Metal roofs of all kinds have many advantages from being long-lasting to shedding water and snow quicker than an asphalt shingle roof. However, all painted metal roofs have one downside in common, and that is that they have to be repainted periodically.
Before you dive head-long into painting your metal roof you need to determine what type of metal it is, because although it may appear to be galvanized, it may in fact be what is known as terne metal. Terne roofing was made by producing the shingles or roof panels out of one of several different types of base metal and then coating the panel with a mixture of lead and tin. Terne metal has been phased out due to the public outcry about the dangers of lead, even though no specific health threat was ever discovered coming from the use of terne metal roofs.

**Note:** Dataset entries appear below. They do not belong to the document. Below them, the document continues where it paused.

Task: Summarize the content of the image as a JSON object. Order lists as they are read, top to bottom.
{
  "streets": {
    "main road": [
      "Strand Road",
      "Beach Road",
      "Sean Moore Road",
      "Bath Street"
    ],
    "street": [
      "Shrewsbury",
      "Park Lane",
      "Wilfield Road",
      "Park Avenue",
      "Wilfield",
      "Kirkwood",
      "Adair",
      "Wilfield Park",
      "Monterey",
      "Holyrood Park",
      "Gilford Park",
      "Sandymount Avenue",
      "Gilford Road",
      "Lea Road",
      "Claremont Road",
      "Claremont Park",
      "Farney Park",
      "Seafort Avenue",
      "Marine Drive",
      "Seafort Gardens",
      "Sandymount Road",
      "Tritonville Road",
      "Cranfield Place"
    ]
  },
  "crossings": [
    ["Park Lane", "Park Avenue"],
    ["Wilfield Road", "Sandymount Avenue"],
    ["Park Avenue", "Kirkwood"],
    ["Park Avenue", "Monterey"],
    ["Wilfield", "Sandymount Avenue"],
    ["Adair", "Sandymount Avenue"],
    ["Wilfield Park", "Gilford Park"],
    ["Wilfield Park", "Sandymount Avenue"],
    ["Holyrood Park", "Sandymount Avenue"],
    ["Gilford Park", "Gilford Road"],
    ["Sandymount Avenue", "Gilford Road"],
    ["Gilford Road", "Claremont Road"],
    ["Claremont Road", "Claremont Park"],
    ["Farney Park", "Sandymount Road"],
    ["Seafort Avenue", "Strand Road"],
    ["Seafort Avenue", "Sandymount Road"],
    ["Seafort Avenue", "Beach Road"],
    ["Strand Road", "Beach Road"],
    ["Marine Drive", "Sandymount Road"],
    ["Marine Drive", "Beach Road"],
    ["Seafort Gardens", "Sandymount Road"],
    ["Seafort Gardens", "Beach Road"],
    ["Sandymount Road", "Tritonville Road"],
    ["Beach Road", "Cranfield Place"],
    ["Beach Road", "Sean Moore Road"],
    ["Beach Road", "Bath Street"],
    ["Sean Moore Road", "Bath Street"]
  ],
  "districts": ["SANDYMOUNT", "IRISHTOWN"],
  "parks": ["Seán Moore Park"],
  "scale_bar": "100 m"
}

Terne metal roofs are extremely long-lasting, but because they look very similar to galvanized metal a person can unknowingly invite problems if they use the wrong paint. Galvanized roofs require the use of a different paint than what is used on terne metal. Terne is best painted with an oil-based paint. One of my neighbors used an oil-based paint as a primer, since some of the metal was rusted, and then covered the roof with one of the specially formulated roofing paints that is sold by CalBar for use on old metal roofs for an added layer of protection. However, another neighbor did like myself and only used an oil-based paint. Galvanized steel, on-the-other-hand, cannot be painted with an oil-based or aluminum-based paint. Galvanized metal requires either a zinc-dust type paint or a latex paint.
My house was built circa 1880 and still has its original terne metal roof, which consists of individual metal shingles with an embossed decorative pattern. After many years of exposure to the elements, the paint on the roof began to wear off, crack and peel, necessitating a new paint job.